Given an integer array of size n, and an integer ‘K’, you need to count the number of pairs(need not to be unique) present in the array whose sum is equal to ‘K’.
Table of Contents
Example
Input:
Arr={1, 5, 7, 1}
K=6
Output:
2
Brute force solution for Count Pairs With Given Sum
Main idea
We can iterate over all the pairs of the given array, and then count the pairs whose sum is equal to K.
Algorithm
- Initialize a variable answer=0.
- Run a loop for I in range 0 to n-1
- Run a loop for j in range i+1 to n-1;
- If arr[i]+arr[j] is equal to k, then increament answer by 1.
- Run a loop for j in range i+1 to n-1;
- Return answer.
Implementation
C++ program
#include<bits/stdc++.h>
using namespace std;
int main(){
int n,k;
cin>>n>>k;
int a[n];
for(int i=0;i<n;i++){
cin>>a[i];
}
int ans=0;
for(int i=0;i<n;i++){
for(int j=i+1;j<n;j++){
if(a[i]+a[j]==k){
ans++;
}
}
}
cout<<"Number of pairs with the given sum are: "<<ans;
}4 6 1 5 7 1
Number of pairs with the given sum are: 2
JAVA program
import java.util.*;
public class Main
{
public static void main(String[] args) {
Scanner sc= new Scanner(System.in);
int n = sc.nextInt();
int k = sc.nextInt();
int[] a = new int[n];
for(int i=0;i<n;i++){
a[i] = sc.nextInt();
}
int ans=0;
for(int i=0;i<n;i++){
for(int j=i+1;j<n;j++){
if(a[i]+a[j]==k){
ans++;
}
}
}
System.out.println("Number of pairs with the given sum are: "+ans);
}
}
6 4 2 2 3 1 1 5
Number of pairs with the given sum are: 3
Complexity Analysis for Count Pairs With Given Sum
Time complexity
As we are iterating over all the pairs and there are approximately N^2 pairs, so the total time complexity is O(N^2).
Space complexity
We have not used any extra space, so space complexity is O(1).
Hashing Concept for Count Pairs With Given Sum
Main idea
We will maintain a hash table which will store the frequency of each number in the given array.
Now we will iterate over the array and add all the elements whose value is equal to k-arr[i].
But we have to check one condition:
If arr[i] is equal to k-arr[i], then we will subtract 1 from our answer because we have to find distinct pairs, so we cannot take arr[i] twice for a pair, that’s why we will subtract this case from our answer.
Algorithm
- Make a hash table which will store the count of each element in the array.
- Iterate the array for I in range 0 to n-1
- If arr[i] is equal to k-arr[i], then add (count_of(k-arr[i])-1) to the answer.

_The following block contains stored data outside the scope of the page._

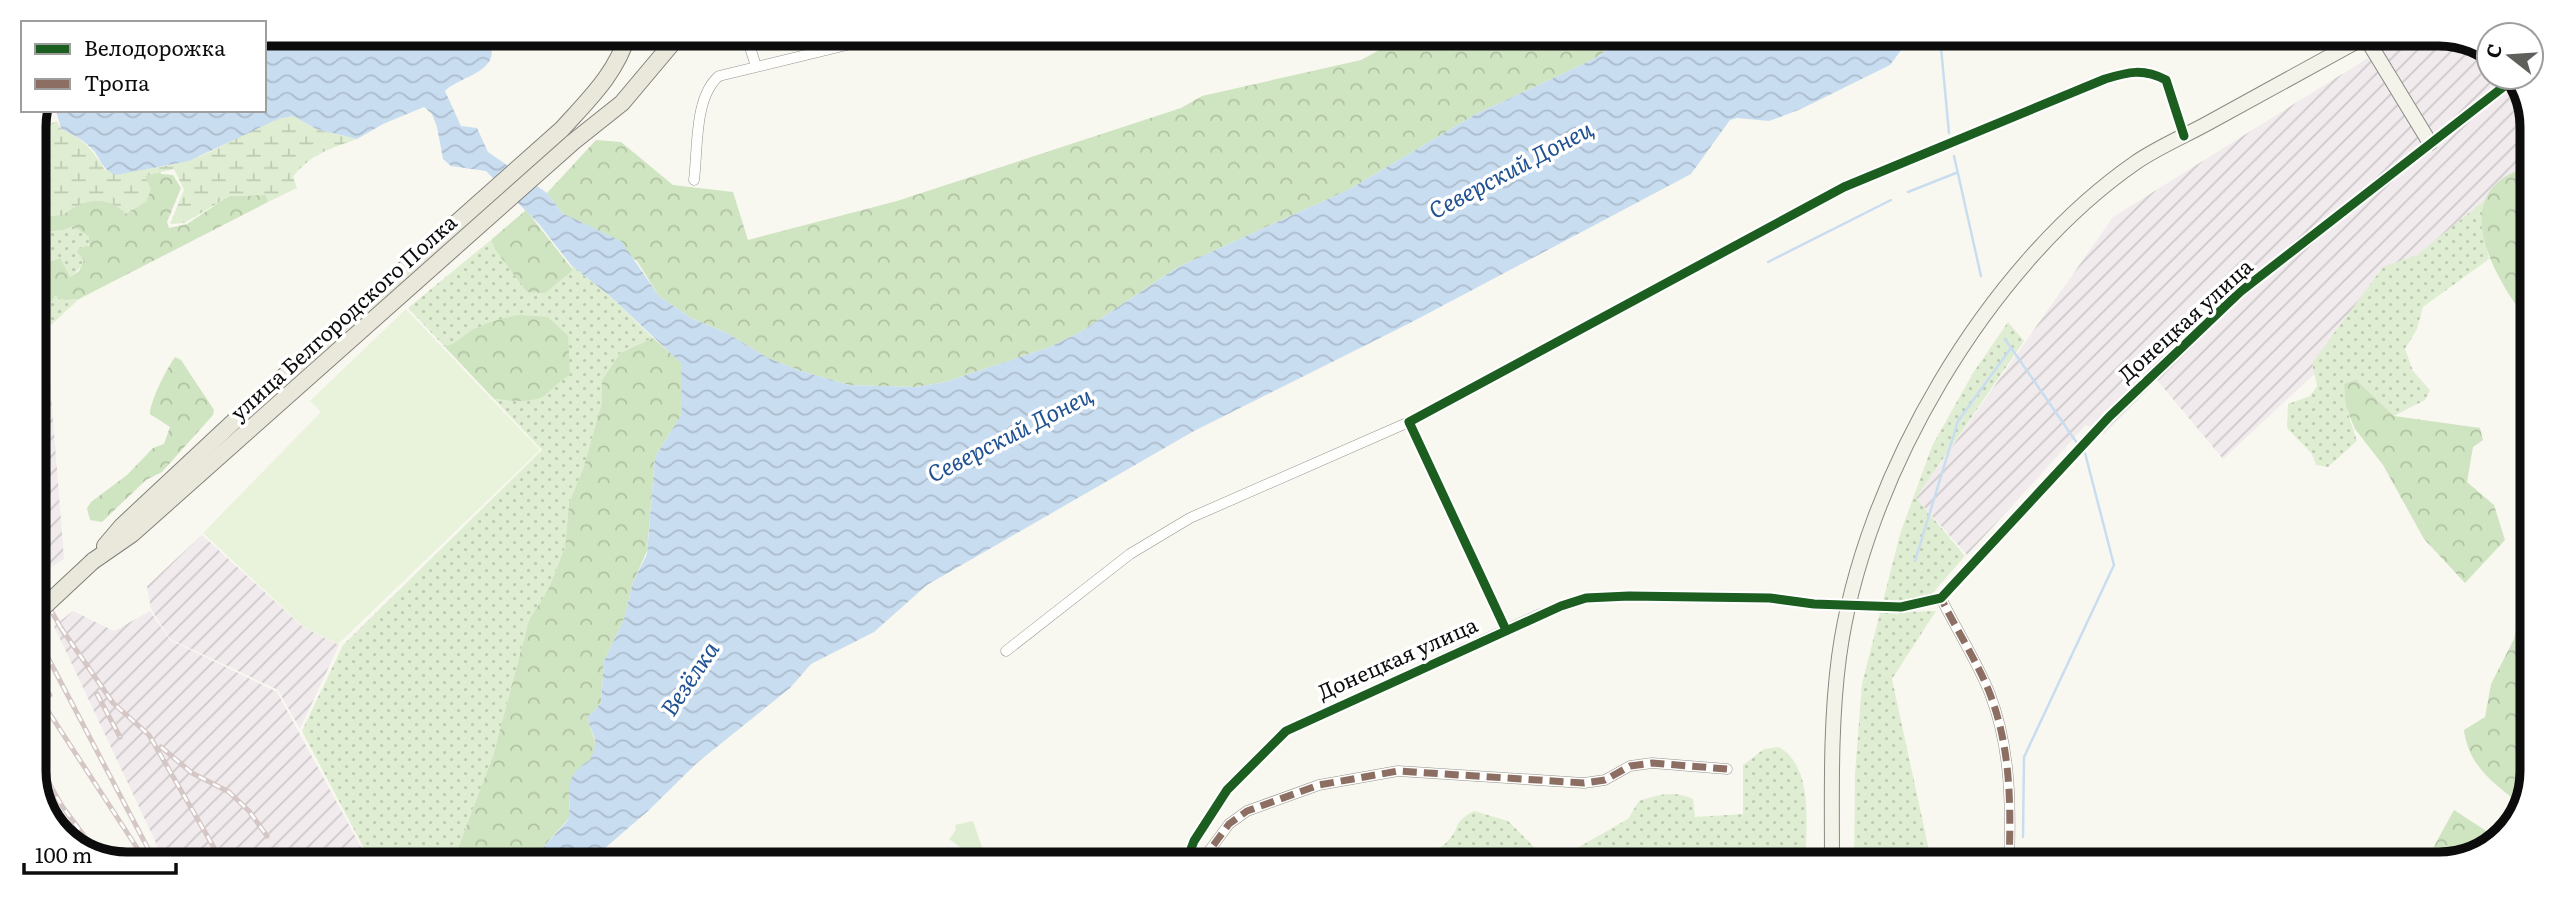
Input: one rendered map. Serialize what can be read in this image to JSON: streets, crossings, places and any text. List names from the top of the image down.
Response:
{
  "streets": {
    "main road": ["улица Белгородского Полка"],
    "street": ["Донецкая улица"]
  },
  "water": ["Северский Донец", "Везёлка"],
  "legend": ["Велодорожка", "Тропа"],
  "scale_bar": "100 m",
  "north": "left"
}
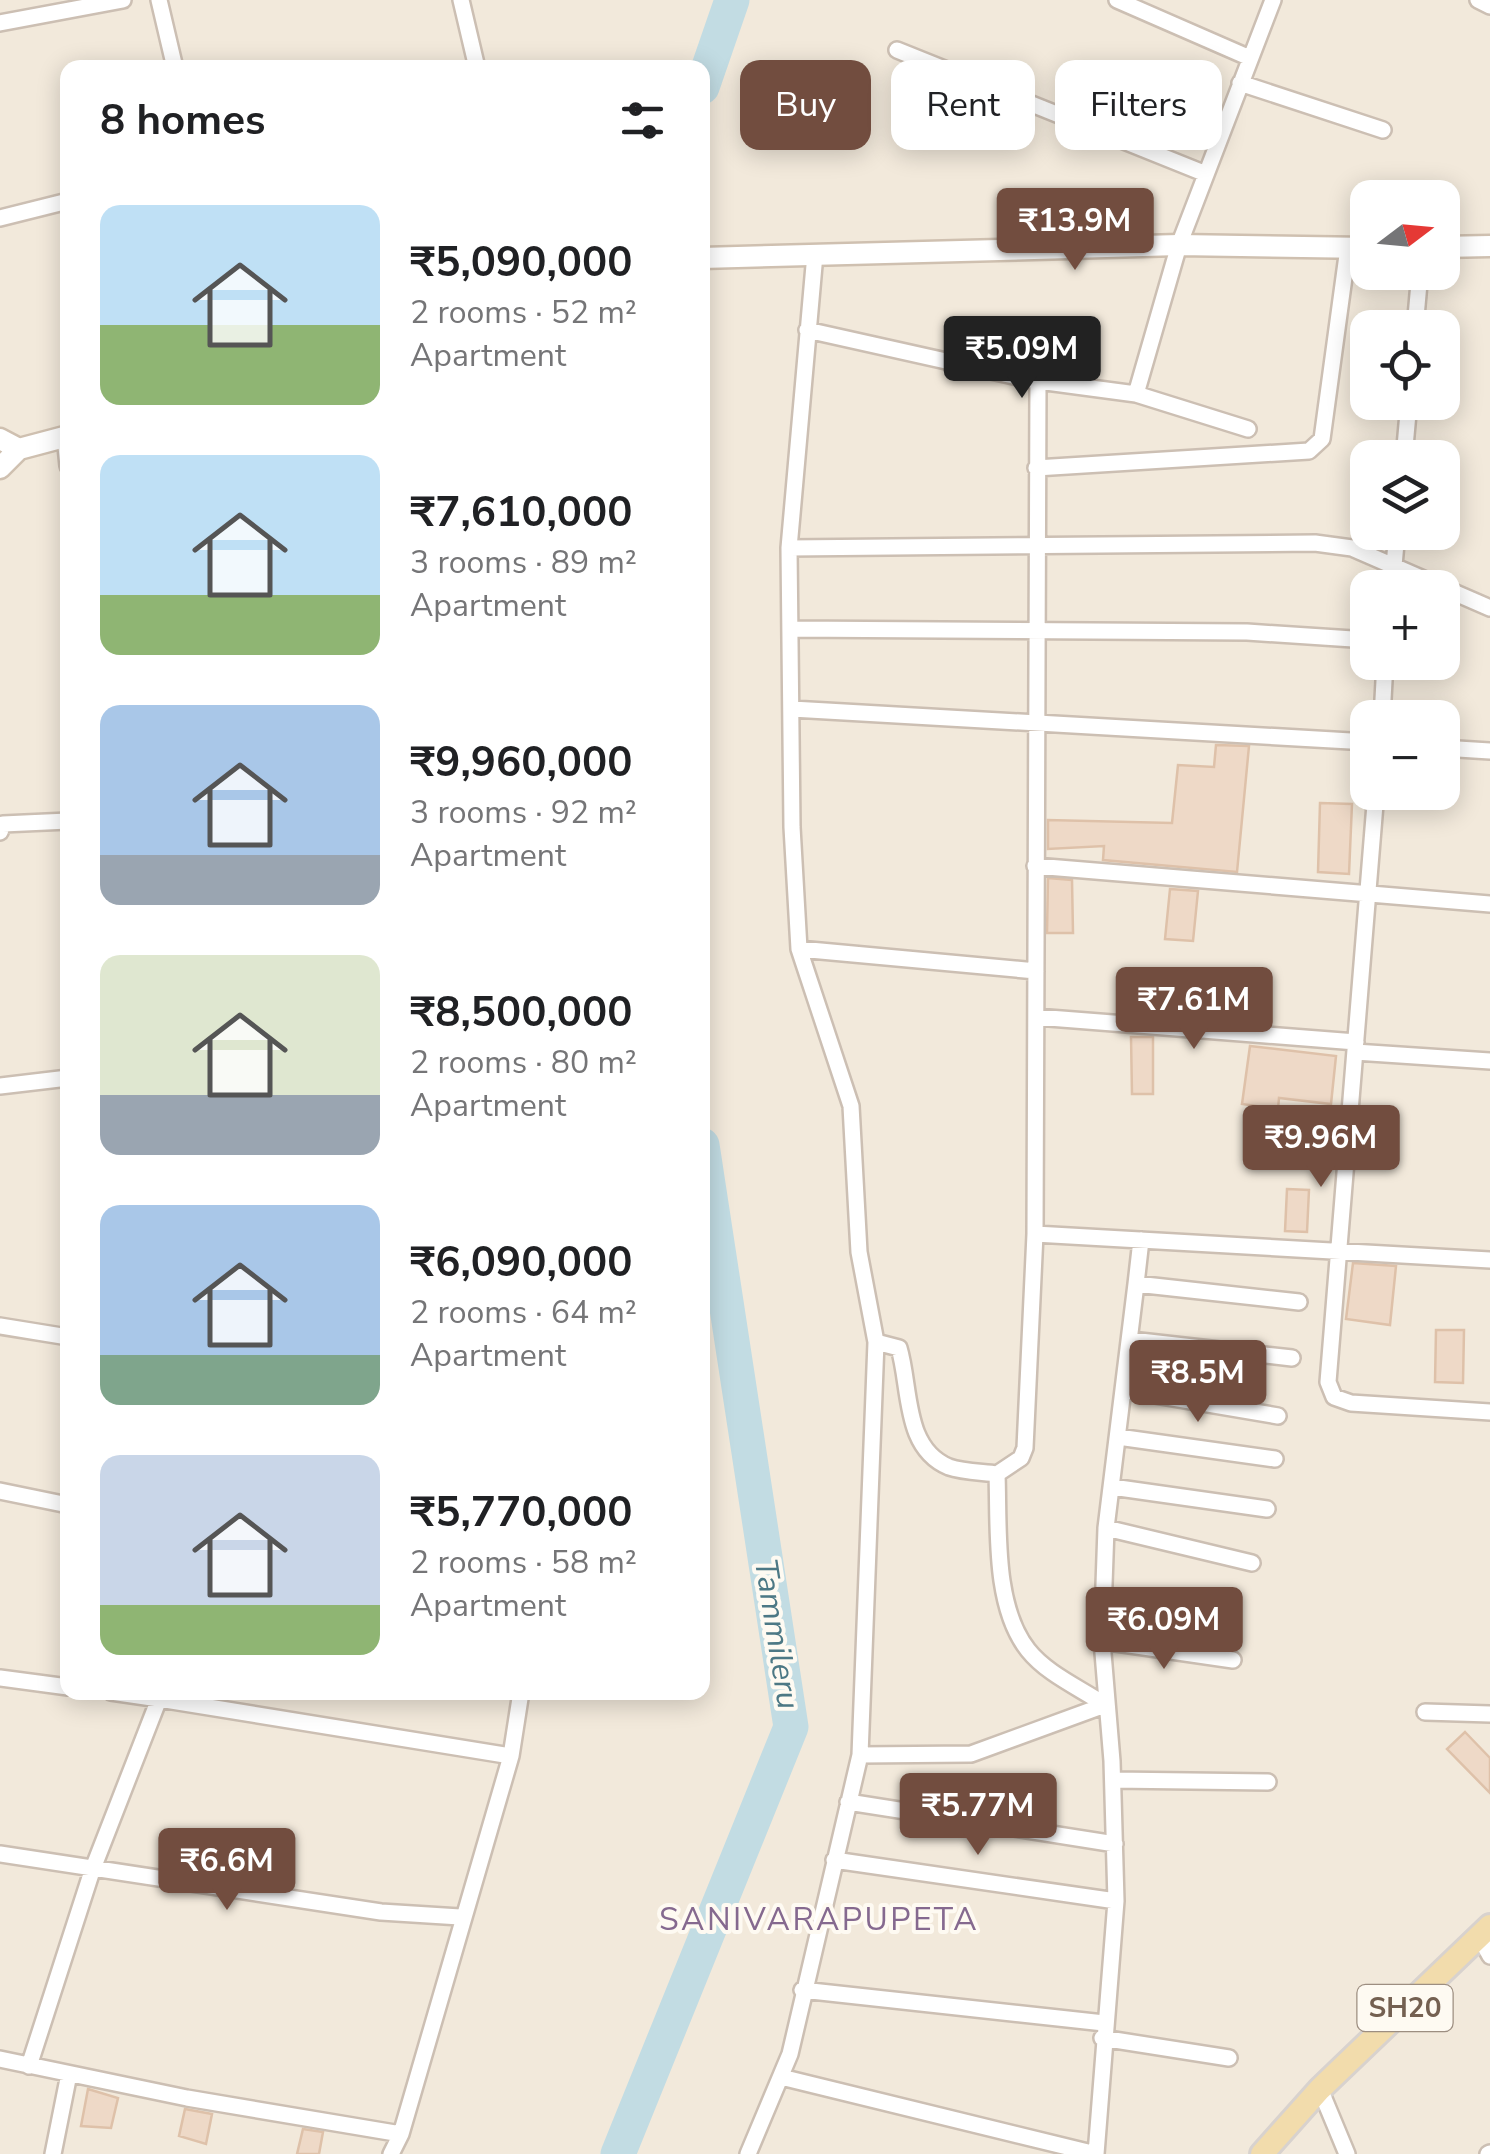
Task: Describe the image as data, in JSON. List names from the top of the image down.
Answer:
{
  "streets": {
    "main road": ["SH20"]
  },
  "districts": ["SANIVARAPUPETA"],
  "water": ["Tammileru"],
  "north": "right",
  "page": {
    "chip": ["Buy", "Rent", "Filters"],
    "heading": "8 homes",
    "map_buttons": ["+", "−"],
    "list": [
      {
        "name": "₹5,090,000",
        "note": "2 rooms · 52 m² · Apartment"
      },
      {
        "name": "₹7,610,000",
        "note": "3 rooms · 89 m² · Apartment"
      },
      {
        "name": "₹9,960,000",
        "note": "3 rooms · 92 m² · Apartment"
      },
      {
        "name": "₹8,500,000",
        "note": "2 rooms · 80 m² · Apartment"
      },
      {
        "name": "₹6,090,000",
        "note": "2 rooms · 64 m² · Apartment"
      },
      {
        "name": "₹5,770,000",
        "note": "2 rooms · 58 m² · Apartment"
      }
    ],
    "price": [
      "₹13.9M",
      "₹5.09M",
      "₹7.61M",
      "₹9.96M",
      "₹8.5M",
      "₹6.09M",
      "₹5.77M",
      "₹6.6M"
    ]
  }
}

- If arr[i] is not equal to k-arr[i], then add (count_of(k-arr[i]) to the answer.
- Return answer.
Example
Hash table created for the array = {1, 2, 3, 3, 4, 1, 1} is:
Implementation
C++ program
#include <bits/stdc++.h>
using namespace std;
int main()
{
int n, k;
cin >> n >> k;
unordered_map<int, int> fre;
vector<int> arr(n);
for (int i = 0; i < n; i++)
{
cin >> arr[i];
fre[arr[i]]++;
}
int answer = 0;
for (int i = 0; i < n; i++)
{
if (arr[i] == k - arr[i])
{
answer += (fre[arr[i]] - 1);
}
else
{
answer += (fre[k - arr[i]]);
}
}
answer /= 2;
cout << "Number of pairs with the given sum are: "<<answer << endl;
return 0;
}6 4 1 2 2 2 3 4
Number of pairs with the given sum are: 4
JAVA program
import java.util.*;
public class Main
{
public static void main(String[] args) {
Scanner sc= new Scanner(System.in);
int n = sc.nextInt();
int k = sc.nextInt();
int[] arr = new int[n];
HashMap<Integer, Integer> fre = new HashMap<Integer, Integer>();
for(int i=0;i<n;i++){
arr[i] = sc.nextInt();
Integer j = fre.get(arr[i]);
fre.put(arr[i], (j == null) ? 1 : j + 1);
}
int answer = 0;
for (int i = 0; i < n; i++)
{
if (arr[i] == k - arr[i])
{
answer += (fre.get(arr[i]) - 1);
}
else
{
Integer j = fre.get(k - arr[i]);
if(j!=null)
answer += j;
}
}
answer /= 2;
System.out.println("Number of pairs with the given sum are: "+answer);
}
}
6 7 3 5 6 1 4 4
Number of pairs with the given sum are: 3
Complexity Analysis for Count Pairs With Given Sum
Time complexity
We iterate over the array only once, so the time complexity is O(N).
Space complexity
We are maintaining a hash table, so our space complexity is O(N).